Please give the entries again in full and exactly, without any picture.

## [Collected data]
________________________________________
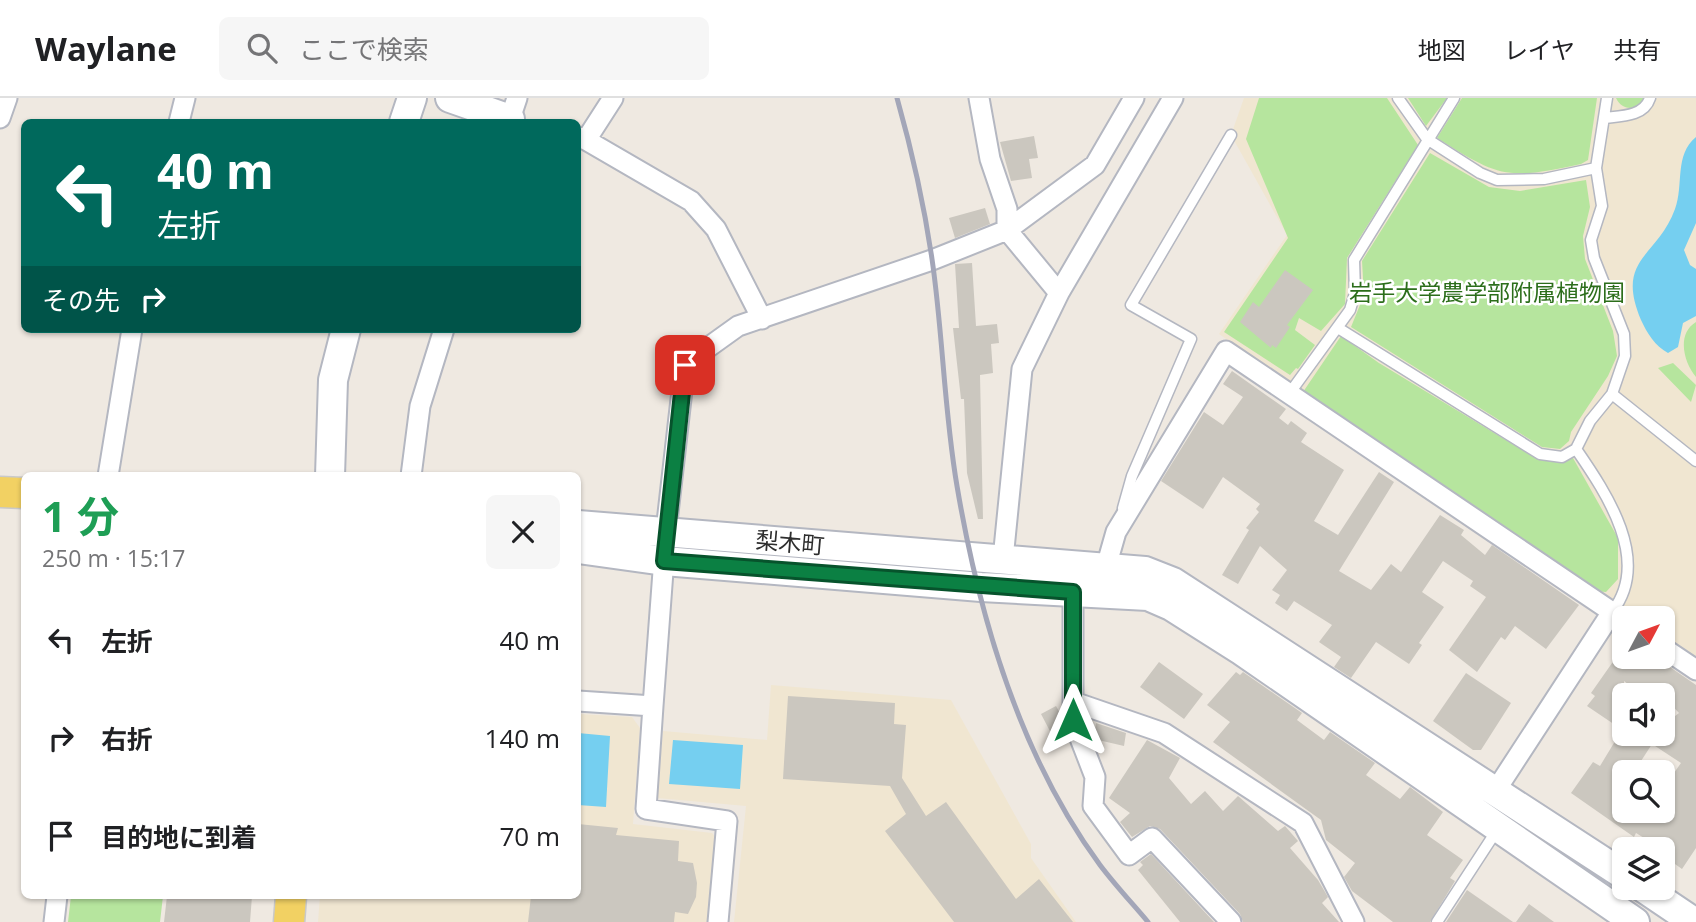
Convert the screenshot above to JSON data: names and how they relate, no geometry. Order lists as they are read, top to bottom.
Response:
{
  "streets": {
    "street": ["梨木町"]
  },
  "parks": ["岩手大学農学部附属植物園"],
  "north": "top right",
  "page": {
    "header": "Waylane",
    "search": "ここで検索",
    "nav": ["地図", "レイヤ", "共有"],
    "turn": ["40 m", "左折"],
    "then": "その先",
    "heading": ["1 分", "250 m · 15:17"],
    "list": [
      {
        "name": "左折",
        "value": "40 m"
      },
      {
        "name": "右折",
        "value": "140 m"
      },
      {
        "name": "目的地に到着",
        "value": "70 m"
      }
    ]
  }
}
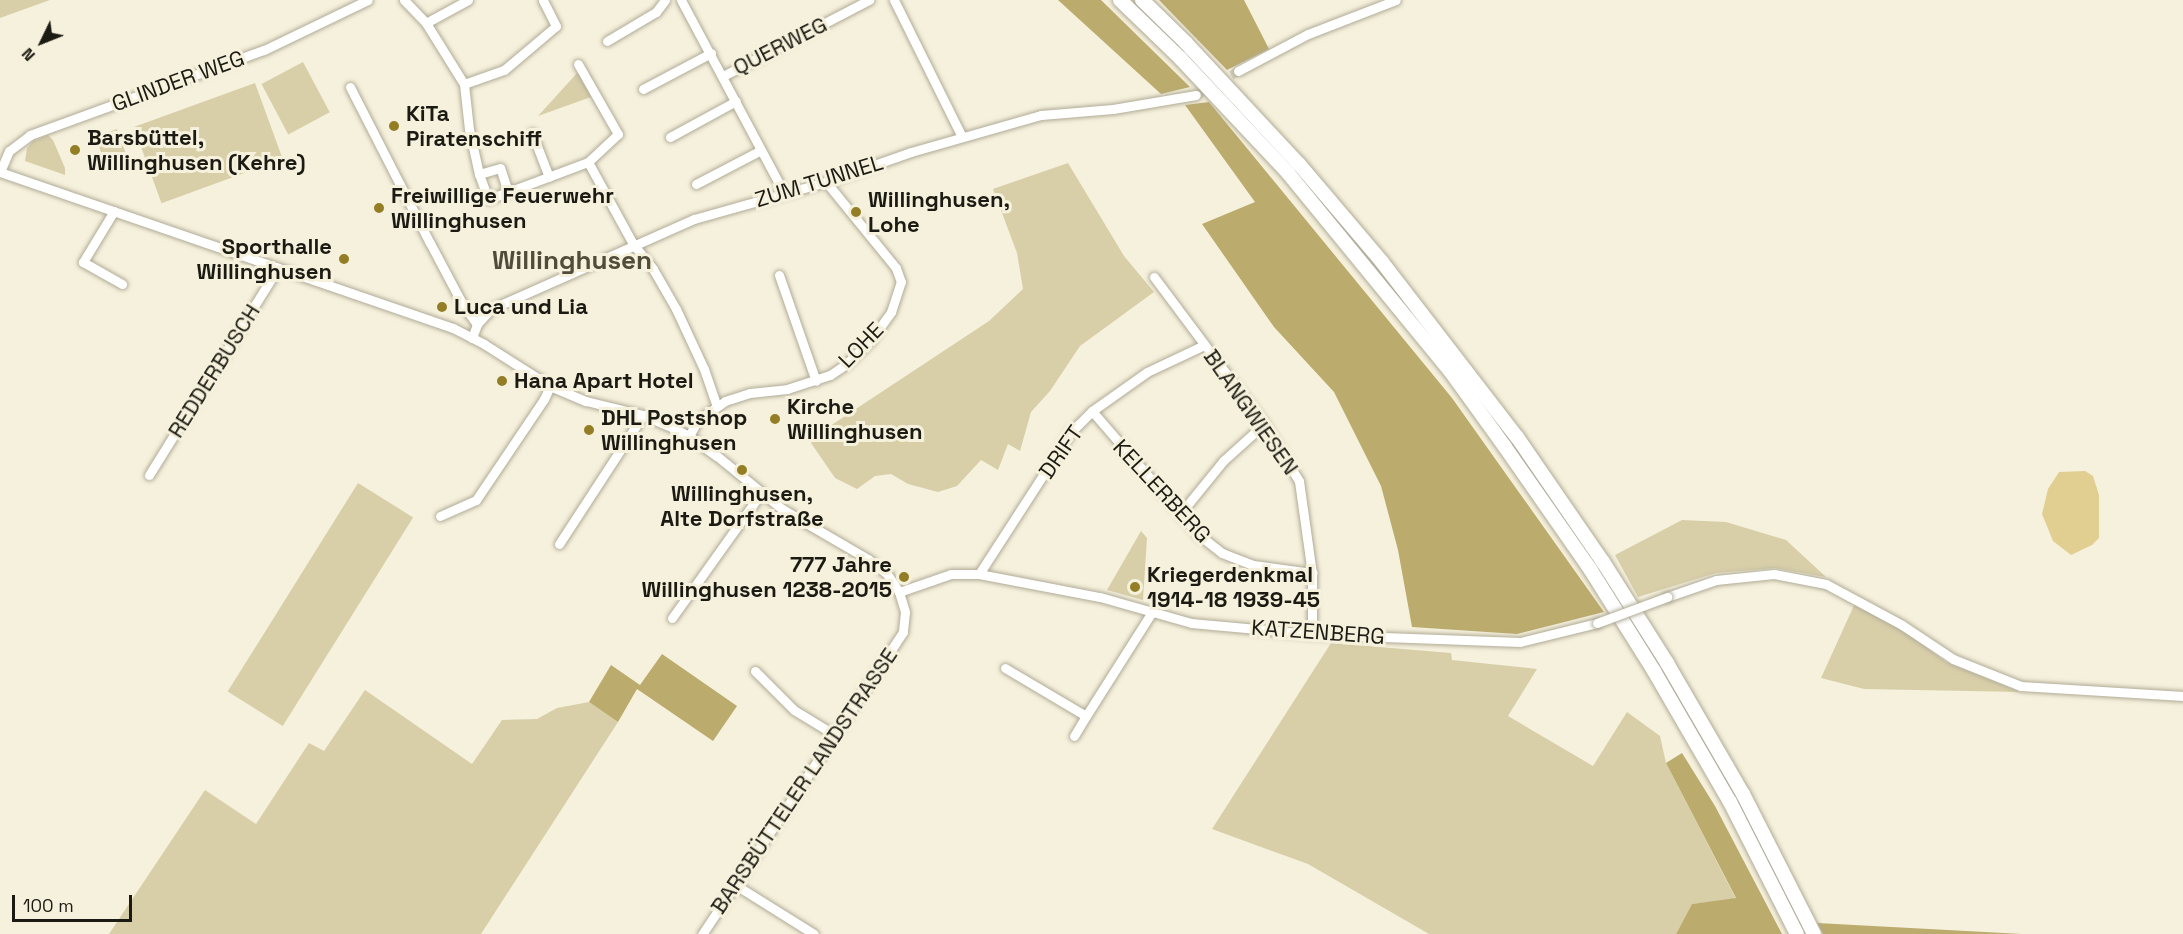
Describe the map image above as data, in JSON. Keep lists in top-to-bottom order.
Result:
{
  "streets": {
    "street": [
      "QUERWEG",
      "GLINDER WEG",
      "ZUM TUNNEL",
      "LOHE",
      "REDDERBUSCH",
      "BLANGWIESEN",
      "DRIFT",
      "KELLERBERG",
      "KATZENBERG",
      "BARSBÜTTELER LANDSTRASSE"
    ]
  },
  "crossings": [
    ["ZUM TUNNEL", "LOHE"],
    ["BLANGWIESEN", "DRIFT"],
    ["BLANGWIESEN", "KELLERBERG"],
    ["BLANGWIESEN", "KATZENBERG"],
    ["DRIFT", "KELLERBERG"],
    ["DRIFT", "KATZENBERG"],
    ["KATZENBERG", "BARSBÜTTELER LANDSTRASSE"]
  ],
  "districts": ["Willinghusen"],
  "places": [
    "KiTa Piratenschiff",
    "Barsbüttel, Willinghusen (Kehre)",
    "Freiwillige Feuerwehr Willinghusen",
    "Willinghusen, Lohe",
    "Sporthalle Willinghusen",
    "Luca und Lia",
    "Hana Apart Hotel",
    "Kirche Willinghusen",
    "DHL Postshop Willinghusen",
    "Willinghusen, Alte Dorfstraße",
    "777 Jahre Willinghusen 1238-2015",
    "Kriegerdenkmal 1914-18 1939-45"
  ],
  "scale_bar": "100 m",
  "north": "bottom left"
}
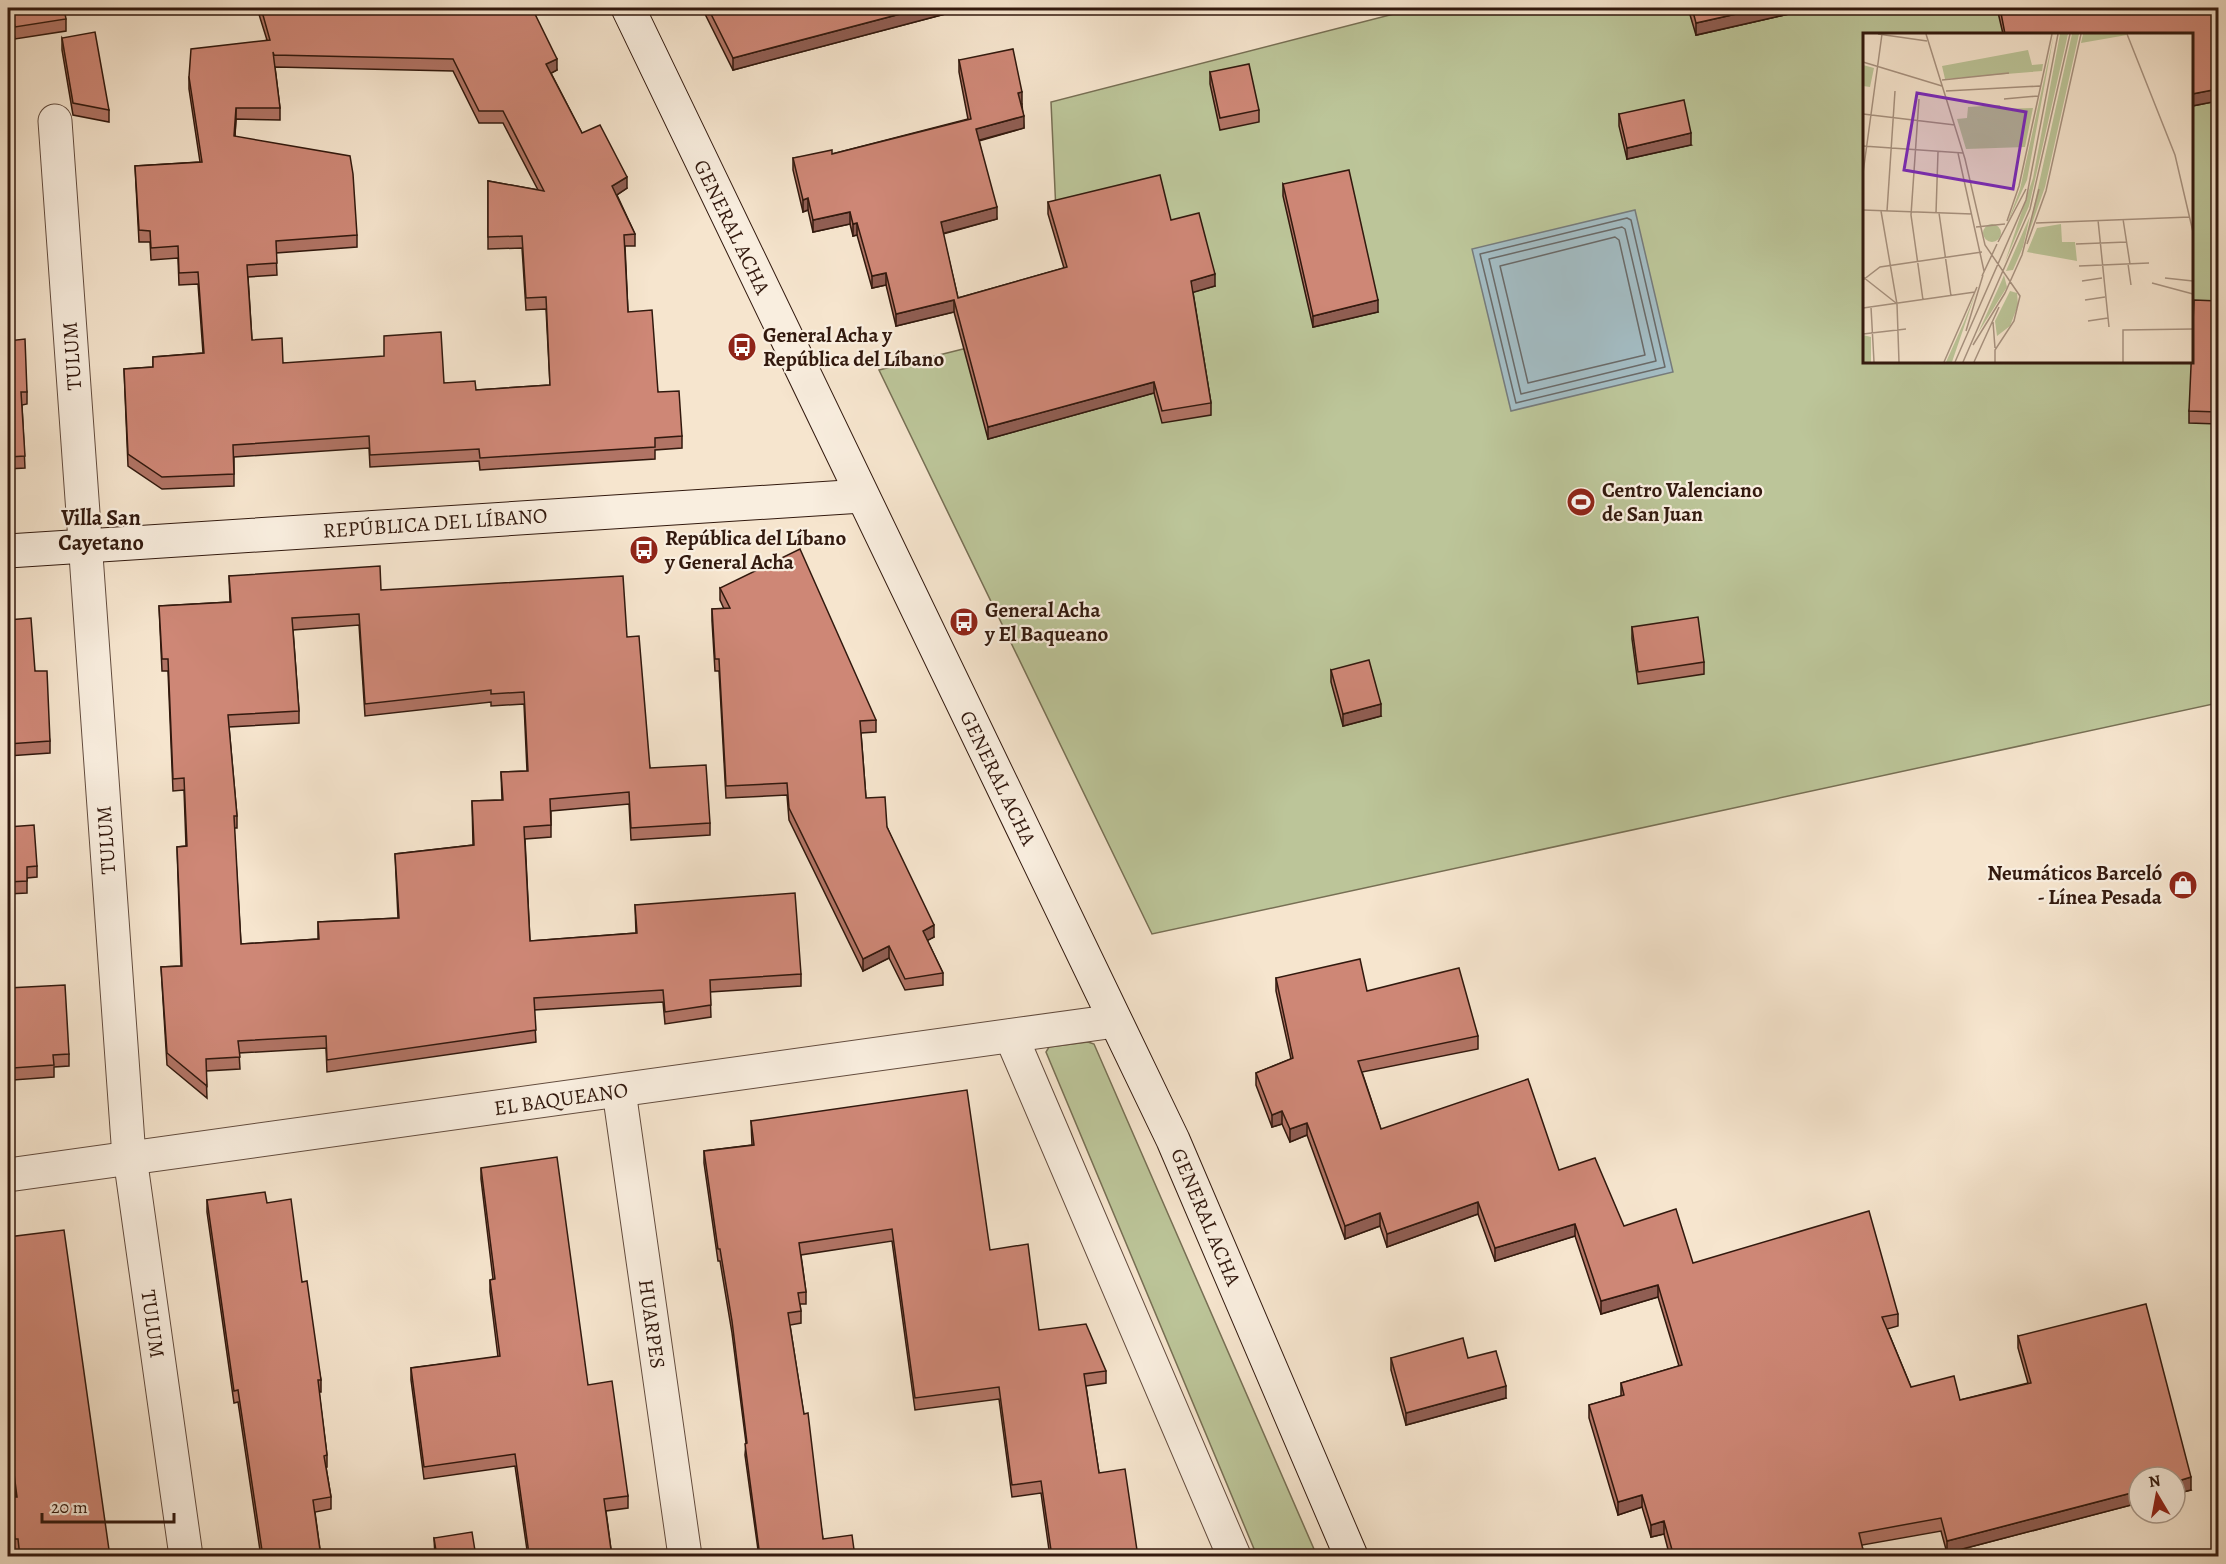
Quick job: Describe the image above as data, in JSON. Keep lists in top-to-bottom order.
{
  "streets": {
    "street": [
      "GENERAL ACHA",
      "TULUM",
      "REPÚBLICA DEL LÍBANO",
      "EL BAQUEANO",
      "HUARPES"
    ]
  },
  "crossings": [
    ["GENERAL ACHA", "REPÚBLICA DEL LÍBANO"],
    ["GENERAL ACHA", "EL BAQUEANO"],
    ["TULUM", "REPÚBLICA DEL LÍBANO"],
    ["TULUM", "EL BAQUEANO"],
    ["EL BAQUEANO", "HUARPES"]
  ],
  "districts": ["Villa San Cayetano"],
  "places": {
    "bus stop": ["General Acha y República del Líbano", "República del Líbano y General Acha", "General Acha y El Baqueano"],
    "sports": ["Centro Valenciano de San Juan"],
    "shop": ["Neumáticos Barceló - Línea Pesada"]
  },
  "scale_bar": "20 m",
  "north": "top"
}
________________________________________
## [Worked solution]
Convert the screenshot above to JSON data: names and how they relate, no geometry. Order lists as they are read, top to bottom.
Response:
{
  "streets": {
    "street": ["梨木町"]
  },
  "parks": ["岩手大学農学部附属植物園"],
  "north": "top right",
  "page": {
    "header": "Waylane",
    "search": "ここで検索",
    "nav": ["地図", "レイヤ", "共有"],
    "turn": ["40 m", "左折"],
    "then": "その先",
    "heading": ["1 分", "250 m · 15:17"],
    "list": [
      {
        "name": "左折",
        "value": "40 m"
      },
      {
        "name": "右折",
        "value": "140 m"
      },
      {
        "name": "目的地に到着",
        "value": "70 m"
      }
    ]
  }
}
Describe the map image above as data, in JSON. Keep lists in top-to-bottom order.
Result:
{
  "streets": {
    "street": [
      "QUERWEG",
      "GLINDER WEG",
      "ZUM TUNNEL",
      "LOHE",
      "REDDERBUSCH",
      "BLANGWIESEN",
      "DRIFT",
      "KELLERBERG",
      "KATZENBERG",
      "BARSBÜTTELER LANDSTRASSE"
    ]
  },
  "crossings": [
    ["ZUM TUNNEL", "LOHE"],
    ["BLANGWIESEN", "DRIFT"],
    ["BLANGWIESEN", "KELLERBERG"],
    ["BLANGWIESEN", "KATZENBERG"],
    ["DRIFT", "KELLERBERG"],
    ["DRIFT", "KATZENBERG"],
    ["KATZENBERG", "BARSBÜTTELER LANDSTRASSE"]
  ],
  "districts": ["Willinghusen"],
  "places": [
    "KiTa Piratenschiff",
    "Barsbüttel, Willinghusen (Kehre)",
    "Freiwillige Feuerwehr Willinghusen",
    "Willinghusen, Lohe",
    "Sporthalle Willinghusen",
    "Luca und Lia",
    "Hana Apart Hotel",
    "Kirche Willinghusen",
    "DHL Postshop Willinghusen",
    "Willinghusen, Alte Dorfstraße",
    "777 Jahre Willinghusen 1238-2015",
    "Kriegerdenkmal 1914-18 1939-45"
  ],
  "scale_bar": "100 m",
  "north": "bottom left"
}
Quick job: Describe the image above as data, in JSON. Keep lists in top-to-bottom order.
{
  "streets": {
    "street": [
      "GENERAL ACHA",
      "TULUM",
      "REPÚBLICA DEL LÍBANO",
      "EL BAQUEANO",
      "HUARPES"
    ]
  },
  "crossings": [
    ["GENERAL ACHA", "REPÚBLICA DEL LÍBANO"],
    ["GENERAL ACHA", "EL BAQUEANO"],
    ["TULUM", "REPÚBLICA DEL LÍBANO"],
    ["TULUM", "EL BAQUEANO"],
    ["EL BAQUEANO", "HUARPES"]
  ],
  "districts": ["Villa San Cayetano"],
  "places": {
    "bus stop": ["General Acha y República del Líbano", "República del Líbano y General Acha", "General Acha y El Baqueano"],
    "sports": ["Centro Valenciano de San Juan"],
    "shop": ["Neumáticos Barceló - Línea Pesada"]
  },
  "scale_bar": "20 m",
  "north": "top"
}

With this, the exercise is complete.